The ethical and prudential faults in this situation just go on and on: A company that discovers flaws in iPhone security has an ethical responsibility to report those flaws to Apple so that they can be fixed, instead of concealing the vulnerabilities and selling exploitation tools to other parties. The FBI certainly should not be hiring companies to produce such tools. If it does acquire such tools, the FBI also has an ethical responsibility to report the flaws to Apple instead of exploiting them. It also has an ethical responsibility to try to get them declassified before exploiting them, since a domestic law-enforcement organization does not need and should not have national-security clearances and should not rely on them in day-to-day operations if they do have them.
If the Remote Operations Unit does acquire and exploit classified system-cracking tools, it has a prudential obligation to make its resources available wherever they are needed within the agency and so should not conceal such tools from other branches of the FBI. But the CEAU should not use such tools in criminal investigations, for the reasons that Pfefferkorn explains: Doing so breaks the prosecution of such cases. Indeed, the Department of Justice should not even use evidence acquired through the use of classified system-cracking tools, precisely because judges should exclude such evidence and any inferences based on it.
Our institutions are so thoroughly shot through with unethical, unprofessional, and corrupt misbehavior that it is hard even to figure out where a reform project should begin.
“The Problems with FISA, Secrecy, and Automatically Classified Information”

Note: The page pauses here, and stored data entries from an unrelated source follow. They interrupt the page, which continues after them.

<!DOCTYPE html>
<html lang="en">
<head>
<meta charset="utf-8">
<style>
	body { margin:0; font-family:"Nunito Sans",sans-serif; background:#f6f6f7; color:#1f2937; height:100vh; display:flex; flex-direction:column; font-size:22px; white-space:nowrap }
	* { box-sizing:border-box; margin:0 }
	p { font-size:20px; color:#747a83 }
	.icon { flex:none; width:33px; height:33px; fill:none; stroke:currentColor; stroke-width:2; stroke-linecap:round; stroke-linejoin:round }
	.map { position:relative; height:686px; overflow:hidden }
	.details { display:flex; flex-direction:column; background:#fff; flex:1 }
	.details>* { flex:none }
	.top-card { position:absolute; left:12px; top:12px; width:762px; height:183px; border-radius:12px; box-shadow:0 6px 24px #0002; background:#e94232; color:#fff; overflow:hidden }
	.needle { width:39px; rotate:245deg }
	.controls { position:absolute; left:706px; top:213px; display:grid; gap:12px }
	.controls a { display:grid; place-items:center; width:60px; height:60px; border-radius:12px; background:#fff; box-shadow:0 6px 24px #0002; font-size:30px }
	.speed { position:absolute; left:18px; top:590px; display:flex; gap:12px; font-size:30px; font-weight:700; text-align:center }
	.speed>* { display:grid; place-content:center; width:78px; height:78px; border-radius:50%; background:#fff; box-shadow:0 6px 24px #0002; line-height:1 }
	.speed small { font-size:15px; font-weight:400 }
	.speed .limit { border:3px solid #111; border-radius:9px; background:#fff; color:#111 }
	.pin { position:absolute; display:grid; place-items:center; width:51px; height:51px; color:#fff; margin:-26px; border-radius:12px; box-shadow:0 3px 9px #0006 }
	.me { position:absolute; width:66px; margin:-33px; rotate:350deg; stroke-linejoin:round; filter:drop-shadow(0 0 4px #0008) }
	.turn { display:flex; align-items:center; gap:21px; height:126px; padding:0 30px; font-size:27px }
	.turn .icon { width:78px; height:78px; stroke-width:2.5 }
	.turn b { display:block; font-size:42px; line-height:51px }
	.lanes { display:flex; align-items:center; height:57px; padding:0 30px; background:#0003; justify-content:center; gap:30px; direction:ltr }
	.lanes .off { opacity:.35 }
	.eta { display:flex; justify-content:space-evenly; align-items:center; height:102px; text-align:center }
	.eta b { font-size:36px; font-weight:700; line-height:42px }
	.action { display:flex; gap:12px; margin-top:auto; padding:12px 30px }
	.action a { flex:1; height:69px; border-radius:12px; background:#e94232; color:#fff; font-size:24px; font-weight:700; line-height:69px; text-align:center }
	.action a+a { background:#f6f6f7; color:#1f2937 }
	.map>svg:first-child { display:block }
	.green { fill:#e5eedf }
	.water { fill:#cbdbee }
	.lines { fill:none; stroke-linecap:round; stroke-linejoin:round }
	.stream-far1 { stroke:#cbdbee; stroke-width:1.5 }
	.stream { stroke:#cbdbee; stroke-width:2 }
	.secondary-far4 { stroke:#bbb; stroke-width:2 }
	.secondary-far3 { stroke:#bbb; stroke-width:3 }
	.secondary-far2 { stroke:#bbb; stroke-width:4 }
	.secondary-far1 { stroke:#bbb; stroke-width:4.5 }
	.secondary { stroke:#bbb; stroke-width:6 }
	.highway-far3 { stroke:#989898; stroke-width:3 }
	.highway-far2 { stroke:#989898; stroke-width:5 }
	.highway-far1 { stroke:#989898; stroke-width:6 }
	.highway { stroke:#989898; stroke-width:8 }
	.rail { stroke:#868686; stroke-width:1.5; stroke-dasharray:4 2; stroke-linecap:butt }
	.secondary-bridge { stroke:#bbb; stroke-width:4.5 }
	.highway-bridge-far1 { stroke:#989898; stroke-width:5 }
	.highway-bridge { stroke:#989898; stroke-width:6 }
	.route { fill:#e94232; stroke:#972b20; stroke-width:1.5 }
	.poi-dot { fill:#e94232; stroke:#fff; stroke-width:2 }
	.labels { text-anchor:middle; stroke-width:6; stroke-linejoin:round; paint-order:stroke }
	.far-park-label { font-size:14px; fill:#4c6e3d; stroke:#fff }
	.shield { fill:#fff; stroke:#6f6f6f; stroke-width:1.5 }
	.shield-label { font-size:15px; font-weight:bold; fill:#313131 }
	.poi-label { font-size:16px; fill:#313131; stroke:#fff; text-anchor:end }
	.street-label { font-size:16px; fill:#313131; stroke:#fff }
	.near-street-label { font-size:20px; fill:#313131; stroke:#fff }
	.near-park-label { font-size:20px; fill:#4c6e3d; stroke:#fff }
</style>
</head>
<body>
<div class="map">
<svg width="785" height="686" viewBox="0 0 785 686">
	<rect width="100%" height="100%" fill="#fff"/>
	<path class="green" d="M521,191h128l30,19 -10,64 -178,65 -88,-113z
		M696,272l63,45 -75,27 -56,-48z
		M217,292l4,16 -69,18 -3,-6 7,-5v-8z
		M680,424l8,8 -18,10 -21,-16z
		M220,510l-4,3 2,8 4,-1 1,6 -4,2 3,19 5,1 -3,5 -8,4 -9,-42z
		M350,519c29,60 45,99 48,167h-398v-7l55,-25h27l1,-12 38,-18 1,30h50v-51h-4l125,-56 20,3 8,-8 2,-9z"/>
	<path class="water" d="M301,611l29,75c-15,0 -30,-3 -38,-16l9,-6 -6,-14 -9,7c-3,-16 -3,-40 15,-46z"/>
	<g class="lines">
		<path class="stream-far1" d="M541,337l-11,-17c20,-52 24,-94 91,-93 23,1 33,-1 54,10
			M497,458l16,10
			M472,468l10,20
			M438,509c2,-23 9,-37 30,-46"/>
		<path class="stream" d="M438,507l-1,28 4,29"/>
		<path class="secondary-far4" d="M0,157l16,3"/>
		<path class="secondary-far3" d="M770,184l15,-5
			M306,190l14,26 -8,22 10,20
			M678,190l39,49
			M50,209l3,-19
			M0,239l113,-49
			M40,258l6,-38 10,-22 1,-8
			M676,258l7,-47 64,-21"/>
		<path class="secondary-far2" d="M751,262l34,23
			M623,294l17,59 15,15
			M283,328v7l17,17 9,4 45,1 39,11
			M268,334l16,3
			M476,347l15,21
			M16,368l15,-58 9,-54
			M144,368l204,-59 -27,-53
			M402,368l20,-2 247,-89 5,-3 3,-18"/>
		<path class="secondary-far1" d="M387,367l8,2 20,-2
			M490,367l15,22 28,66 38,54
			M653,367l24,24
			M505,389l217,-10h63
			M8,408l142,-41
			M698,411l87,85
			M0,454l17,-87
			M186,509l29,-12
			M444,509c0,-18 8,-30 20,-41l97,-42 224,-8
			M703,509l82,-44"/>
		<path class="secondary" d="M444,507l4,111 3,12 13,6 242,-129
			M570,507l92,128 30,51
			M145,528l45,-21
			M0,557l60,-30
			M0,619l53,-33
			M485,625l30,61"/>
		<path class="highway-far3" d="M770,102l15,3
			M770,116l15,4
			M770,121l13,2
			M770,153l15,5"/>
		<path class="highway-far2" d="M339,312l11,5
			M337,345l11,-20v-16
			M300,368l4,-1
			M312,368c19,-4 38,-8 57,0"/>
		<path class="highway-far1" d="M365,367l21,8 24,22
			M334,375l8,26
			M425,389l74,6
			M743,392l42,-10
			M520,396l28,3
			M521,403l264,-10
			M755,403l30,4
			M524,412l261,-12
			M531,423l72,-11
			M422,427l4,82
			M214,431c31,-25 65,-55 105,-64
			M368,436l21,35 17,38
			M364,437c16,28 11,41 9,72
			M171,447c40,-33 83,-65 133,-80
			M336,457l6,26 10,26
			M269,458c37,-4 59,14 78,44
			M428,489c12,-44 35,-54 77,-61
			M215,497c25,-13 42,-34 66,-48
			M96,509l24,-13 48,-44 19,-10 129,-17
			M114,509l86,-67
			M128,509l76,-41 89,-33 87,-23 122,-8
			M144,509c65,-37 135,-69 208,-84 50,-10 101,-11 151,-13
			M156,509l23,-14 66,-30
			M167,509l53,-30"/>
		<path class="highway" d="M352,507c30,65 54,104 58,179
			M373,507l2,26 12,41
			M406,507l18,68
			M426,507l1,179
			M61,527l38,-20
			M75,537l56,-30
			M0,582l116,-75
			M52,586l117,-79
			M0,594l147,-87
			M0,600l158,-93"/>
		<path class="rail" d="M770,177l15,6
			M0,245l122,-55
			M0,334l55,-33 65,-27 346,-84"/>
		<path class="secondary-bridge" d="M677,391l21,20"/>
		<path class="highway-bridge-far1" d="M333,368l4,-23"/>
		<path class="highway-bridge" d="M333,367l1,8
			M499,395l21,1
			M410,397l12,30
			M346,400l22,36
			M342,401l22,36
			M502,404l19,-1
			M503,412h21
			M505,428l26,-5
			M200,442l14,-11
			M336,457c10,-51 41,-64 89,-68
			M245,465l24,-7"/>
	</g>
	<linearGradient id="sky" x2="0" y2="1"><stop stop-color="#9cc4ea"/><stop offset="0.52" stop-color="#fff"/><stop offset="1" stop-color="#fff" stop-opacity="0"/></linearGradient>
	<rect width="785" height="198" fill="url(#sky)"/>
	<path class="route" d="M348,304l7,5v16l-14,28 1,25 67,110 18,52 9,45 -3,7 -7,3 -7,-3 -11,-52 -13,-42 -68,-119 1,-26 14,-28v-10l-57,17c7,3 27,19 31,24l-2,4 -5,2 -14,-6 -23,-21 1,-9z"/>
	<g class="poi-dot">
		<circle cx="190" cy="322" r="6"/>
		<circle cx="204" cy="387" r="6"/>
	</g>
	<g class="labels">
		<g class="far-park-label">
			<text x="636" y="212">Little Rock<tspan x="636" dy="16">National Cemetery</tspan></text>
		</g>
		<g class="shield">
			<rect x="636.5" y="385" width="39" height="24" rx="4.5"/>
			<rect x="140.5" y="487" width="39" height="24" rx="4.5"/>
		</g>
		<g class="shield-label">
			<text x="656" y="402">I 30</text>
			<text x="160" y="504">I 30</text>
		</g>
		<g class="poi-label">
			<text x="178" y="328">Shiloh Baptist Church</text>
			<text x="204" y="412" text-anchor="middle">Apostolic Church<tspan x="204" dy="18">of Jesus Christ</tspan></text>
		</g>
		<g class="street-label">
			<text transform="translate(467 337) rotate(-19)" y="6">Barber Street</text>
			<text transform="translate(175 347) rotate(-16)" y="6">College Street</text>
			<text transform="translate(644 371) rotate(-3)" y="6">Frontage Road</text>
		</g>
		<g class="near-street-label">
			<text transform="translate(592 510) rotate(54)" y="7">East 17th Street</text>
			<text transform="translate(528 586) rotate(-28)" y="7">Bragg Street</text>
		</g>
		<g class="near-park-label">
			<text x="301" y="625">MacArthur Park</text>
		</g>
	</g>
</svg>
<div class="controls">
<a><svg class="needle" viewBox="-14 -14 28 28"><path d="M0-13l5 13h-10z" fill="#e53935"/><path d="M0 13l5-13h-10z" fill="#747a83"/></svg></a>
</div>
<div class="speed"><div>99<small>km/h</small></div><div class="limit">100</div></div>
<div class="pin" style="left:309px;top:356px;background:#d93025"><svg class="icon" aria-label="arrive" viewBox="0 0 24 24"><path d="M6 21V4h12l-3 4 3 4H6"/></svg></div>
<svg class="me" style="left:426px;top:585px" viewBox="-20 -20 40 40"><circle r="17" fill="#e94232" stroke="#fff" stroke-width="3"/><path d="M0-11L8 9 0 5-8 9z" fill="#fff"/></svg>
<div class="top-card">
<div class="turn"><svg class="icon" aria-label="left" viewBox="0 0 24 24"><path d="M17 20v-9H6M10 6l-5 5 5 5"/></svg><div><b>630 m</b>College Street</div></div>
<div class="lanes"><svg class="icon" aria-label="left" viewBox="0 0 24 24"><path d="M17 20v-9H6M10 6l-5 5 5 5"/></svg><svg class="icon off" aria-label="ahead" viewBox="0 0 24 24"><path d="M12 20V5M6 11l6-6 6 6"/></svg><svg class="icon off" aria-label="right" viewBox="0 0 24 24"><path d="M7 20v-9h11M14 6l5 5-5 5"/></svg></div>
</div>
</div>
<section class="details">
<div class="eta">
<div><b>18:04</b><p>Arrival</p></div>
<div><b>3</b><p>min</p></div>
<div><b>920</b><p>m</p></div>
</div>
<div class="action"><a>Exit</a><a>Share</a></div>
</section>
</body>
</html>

David Ruiz, Deeplinks, Electronic Frontier Foundation, February 26, 2018
The gist: The key question raised in the Nunes and Schiff memos is whether the evidence supporting the Federal Bureau of Investigation's applications for a surveillance order against a prominent Republican, formerly an advisor to the President, consisted entirely of biased information funded by political opponents of the President. But neither side knows the answer to that question, because it's classified, and no member of the House Permanent Select Committee on Intelligence could provide the answer in public even if they did know it, for the same reason. The general public will never have enough evidence to answer this question or even to form a reliable opinion about it. The House Permanent Select Committee on Intelligence will never have even enough information to carry out their duty to oversee the implementation of the Foreign Intelligence Surveillance Act.
The optimists at the Electronic Frontier Foundation believe that it will someday be possible to repeal the Foreign Intelligence Surveillance Act and to restore a measure of transparency to the operations of the government's counterterrorism agencies. My own view is that those agencies are above the law and permanently out of its reach.